Two Spicy, Fortifying Salads to Carry You Through to Spring
A Thai Pork Tenderloin Salad and Couscous with Roasted Winter Vegetables, Nuts, and Dried Fruit
I’VE GASSED ON AND ON AND ON in this newsletter about how anything can be a salad and a salad can be anything. Unlike baked goods, which require the soul of a scientist, or grilling, which has a swashbuckling aspect that I feel unqualified to execute, salad floats through life unhindered by mankind’s insistence on compartmentalizing. Of all the dishes in the culinary universe, it has the fewest restrictions.
Salad is the drunk dancer at the wedding, oblivious and full of joy. Salad is a Beat poet who sometimes makes no sense but still manages to be so beautiful. Salad will not let you fence it in. Salad, quite frankly, is the kind of person I’d like to be.
I have seen the best culinary minds of my generation try to fence salad in. All of them fall away, defeated.

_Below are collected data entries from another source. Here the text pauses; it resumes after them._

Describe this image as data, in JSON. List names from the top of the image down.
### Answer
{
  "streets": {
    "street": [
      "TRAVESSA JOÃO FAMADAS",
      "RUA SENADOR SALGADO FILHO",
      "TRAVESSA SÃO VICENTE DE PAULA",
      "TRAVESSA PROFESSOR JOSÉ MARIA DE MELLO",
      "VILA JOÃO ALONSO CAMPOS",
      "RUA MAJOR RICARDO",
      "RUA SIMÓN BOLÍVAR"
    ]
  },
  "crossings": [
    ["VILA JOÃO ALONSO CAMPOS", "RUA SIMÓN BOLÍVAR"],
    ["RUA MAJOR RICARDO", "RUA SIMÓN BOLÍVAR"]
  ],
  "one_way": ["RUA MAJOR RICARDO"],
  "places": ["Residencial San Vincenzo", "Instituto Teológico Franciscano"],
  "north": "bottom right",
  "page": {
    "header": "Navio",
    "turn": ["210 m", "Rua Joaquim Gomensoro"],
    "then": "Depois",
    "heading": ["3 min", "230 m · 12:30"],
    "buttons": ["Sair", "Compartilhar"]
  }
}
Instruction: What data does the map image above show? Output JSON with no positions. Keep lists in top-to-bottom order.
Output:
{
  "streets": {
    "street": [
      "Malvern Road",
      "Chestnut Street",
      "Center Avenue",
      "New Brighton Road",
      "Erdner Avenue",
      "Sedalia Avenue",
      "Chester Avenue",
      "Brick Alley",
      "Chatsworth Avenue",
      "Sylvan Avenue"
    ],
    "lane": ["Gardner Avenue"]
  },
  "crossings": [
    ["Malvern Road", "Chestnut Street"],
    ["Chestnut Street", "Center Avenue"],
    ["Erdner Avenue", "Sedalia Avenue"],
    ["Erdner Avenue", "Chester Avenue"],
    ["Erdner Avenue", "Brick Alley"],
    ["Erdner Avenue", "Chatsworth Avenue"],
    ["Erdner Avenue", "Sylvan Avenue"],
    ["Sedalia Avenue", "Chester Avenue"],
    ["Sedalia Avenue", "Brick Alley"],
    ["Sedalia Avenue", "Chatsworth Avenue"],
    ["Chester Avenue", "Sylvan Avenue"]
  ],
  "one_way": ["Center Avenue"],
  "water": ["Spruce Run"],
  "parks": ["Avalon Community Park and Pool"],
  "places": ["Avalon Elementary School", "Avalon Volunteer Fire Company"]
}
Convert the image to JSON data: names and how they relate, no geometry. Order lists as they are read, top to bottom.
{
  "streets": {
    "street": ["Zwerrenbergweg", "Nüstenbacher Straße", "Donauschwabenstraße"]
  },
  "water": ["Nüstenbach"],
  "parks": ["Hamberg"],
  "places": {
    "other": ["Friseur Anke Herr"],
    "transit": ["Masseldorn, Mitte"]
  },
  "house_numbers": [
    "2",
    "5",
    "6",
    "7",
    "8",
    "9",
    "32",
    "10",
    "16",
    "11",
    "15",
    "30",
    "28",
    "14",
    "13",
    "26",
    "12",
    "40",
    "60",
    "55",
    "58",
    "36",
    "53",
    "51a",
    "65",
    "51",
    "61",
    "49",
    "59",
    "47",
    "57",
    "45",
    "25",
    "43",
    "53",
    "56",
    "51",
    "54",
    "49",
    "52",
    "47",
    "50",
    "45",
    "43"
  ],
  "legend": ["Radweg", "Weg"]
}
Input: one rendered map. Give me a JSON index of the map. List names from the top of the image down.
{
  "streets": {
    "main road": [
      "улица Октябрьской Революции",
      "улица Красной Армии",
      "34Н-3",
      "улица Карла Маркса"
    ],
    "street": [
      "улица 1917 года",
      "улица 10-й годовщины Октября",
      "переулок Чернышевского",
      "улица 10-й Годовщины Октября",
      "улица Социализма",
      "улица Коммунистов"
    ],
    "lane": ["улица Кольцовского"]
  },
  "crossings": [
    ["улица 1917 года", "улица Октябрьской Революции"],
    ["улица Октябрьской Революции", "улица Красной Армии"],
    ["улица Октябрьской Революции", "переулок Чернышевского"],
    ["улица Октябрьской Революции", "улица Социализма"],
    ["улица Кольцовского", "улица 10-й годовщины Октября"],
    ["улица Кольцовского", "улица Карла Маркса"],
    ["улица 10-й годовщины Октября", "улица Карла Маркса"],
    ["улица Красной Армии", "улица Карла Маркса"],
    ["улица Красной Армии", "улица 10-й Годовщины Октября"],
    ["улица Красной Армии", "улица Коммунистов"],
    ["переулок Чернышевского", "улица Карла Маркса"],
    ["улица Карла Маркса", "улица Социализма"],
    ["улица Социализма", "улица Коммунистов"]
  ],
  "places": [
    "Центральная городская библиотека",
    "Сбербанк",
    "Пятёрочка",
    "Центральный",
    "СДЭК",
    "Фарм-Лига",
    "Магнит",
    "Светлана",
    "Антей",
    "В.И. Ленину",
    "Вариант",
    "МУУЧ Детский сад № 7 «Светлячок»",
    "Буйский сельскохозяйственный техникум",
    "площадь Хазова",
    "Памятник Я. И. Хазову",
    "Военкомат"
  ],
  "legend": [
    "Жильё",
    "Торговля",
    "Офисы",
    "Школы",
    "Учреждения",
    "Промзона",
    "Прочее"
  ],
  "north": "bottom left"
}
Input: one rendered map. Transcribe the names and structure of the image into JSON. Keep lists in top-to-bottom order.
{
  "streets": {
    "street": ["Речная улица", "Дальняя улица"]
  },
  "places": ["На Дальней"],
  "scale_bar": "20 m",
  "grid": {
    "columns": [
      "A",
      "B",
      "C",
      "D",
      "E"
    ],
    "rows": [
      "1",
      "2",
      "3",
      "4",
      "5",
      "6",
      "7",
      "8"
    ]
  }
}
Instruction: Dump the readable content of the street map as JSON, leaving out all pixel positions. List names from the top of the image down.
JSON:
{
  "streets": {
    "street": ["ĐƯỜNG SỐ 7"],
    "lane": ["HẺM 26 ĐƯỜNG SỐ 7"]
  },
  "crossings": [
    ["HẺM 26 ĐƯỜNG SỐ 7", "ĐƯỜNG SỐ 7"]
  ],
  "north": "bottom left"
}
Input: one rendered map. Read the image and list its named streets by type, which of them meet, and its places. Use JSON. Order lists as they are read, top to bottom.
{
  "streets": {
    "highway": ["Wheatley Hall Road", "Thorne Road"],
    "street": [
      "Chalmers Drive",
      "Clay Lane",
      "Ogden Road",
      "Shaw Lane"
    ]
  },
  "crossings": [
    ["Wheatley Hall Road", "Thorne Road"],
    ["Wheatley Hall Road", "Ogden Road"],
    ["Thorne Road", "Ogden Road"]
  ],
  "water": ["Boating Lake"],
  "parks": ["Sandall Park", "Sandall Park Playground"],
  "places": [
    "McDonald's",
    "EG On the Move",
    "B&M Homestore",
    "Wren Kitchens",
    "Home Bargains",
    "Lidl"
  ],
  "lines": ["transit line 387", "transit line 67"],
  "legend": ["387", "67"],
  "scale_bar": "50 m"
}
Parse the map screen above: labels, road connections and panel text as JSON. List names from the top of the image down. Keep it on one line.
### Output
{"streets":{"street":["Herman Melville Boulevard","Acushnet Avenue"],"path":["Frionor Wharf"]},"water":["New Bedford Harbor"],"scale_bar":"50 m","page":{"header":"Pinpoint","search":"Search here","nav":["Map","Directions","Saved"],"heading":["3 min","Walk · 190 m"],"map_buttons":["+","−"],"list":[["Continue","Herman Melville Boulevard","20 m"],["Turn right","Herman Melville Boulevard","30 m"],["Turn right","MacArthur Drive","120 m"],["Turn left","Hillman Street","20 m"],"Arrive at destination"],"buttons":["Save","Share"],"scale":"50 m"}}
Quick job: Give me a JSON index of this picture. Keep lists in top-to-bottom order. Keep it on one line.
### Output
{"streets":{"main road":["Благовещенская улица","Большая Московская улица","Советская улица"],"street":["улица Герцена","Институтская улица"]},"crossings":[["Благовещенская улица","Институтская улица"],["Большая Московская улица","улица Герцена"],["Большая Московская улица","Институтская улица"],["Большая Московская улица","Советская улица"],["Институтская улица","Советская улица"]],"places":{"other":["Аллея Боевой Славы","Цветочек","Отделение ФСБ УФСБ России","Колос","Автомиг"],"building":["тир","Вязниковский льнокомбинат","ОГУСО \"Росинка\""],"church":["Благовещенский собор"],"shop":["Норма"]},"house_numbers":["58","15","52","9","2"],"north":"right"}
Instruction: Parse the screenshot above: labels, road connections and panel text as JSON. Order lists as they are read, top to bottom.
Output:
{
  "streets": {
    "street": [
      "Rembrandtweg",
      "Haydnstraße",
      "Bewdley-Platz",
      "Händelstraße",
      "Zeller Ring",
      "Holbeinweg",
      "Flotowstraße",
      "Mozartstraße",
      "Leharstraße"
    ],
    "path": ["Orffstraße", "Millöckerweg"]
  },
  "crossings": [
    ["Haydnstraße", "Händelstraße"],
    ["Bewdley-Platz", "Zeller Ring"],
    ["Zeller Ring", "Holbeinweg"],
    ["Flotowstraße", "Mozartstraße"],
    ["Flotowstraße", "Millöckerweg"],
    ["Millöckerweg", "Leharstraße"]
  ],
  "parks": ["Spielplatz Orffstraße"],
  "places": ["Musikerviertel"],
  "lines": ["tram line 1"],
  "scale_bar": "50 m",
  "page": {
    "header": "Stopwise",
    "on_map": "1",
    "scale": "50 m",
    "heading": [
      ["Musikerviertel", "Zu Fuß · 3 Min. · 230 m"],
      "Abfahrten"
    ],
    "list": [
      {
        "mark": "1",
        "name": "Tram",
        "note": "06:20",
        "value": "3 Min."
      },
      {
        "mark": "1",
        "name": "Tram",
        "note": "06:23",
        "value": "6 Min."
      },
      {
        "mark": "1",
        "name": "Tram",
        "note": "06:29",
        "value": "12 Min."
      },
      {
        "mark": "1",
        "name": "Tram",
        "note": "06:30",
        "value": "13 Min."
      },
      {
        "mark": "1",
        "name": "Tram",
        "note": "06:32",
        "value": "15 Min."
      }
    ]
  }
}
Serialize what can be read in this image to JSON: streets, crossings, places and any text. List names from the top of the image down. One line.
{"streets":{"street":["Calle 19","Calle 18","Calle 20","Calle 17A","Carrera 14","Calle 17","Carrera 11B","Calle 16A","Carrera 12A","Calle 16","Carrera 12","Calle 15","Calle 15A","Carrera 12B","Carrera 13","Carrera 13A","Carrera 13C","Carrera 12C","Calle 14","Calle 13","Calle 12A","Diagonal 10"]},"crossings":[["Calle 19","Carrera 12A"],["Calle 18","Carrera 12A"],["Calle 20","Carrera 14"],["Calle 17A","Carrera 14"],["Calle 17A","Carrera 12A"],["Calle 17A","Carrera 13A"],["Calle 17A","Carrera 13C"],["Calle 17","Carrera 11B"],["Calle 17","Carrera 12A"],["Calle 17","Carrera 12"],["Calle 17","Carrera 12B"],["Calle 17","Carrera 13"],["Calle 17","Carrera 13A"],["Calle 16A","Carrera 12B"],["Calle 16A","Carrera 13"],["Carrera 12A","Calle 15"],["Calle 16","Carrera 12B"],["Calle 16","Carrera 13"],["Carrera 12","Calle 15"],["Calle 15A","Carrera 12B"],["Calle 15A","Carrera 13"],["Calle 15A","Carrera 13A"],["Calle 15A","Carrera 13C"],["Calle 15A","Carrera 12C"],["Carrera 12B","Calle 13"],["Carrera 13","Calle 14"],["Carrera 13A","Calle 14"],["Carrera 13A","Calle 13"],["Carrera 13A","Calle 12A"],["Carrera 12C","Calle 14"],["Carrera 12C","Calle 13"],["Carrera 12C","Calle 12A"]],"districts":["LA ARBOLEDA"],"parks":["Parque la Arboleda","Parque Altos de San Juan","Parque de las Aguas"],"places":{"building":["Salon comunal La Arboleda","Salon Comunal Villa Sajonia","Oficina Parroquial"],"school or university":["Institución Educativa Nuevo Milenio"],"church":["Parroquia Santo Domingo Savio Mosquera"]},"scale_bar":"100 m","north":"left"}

I admire salad, obviously. But I will admit that there are (rare) times when I think to myself: I might not want salad today. Just recently, during a fit of mild, meandering despondency, I looked into my refrigerator and pantry and felt uninspired. Nothing was adding up. (I reminded myself of a funny woman I once knew, who said she couldn’t make dinner if all she had was ingredients.)
In general, I decide on the salads we offer here according to things I think you might like or that you might never have made for yourself or would be happy to be reminded about. But sometimes it is all about me.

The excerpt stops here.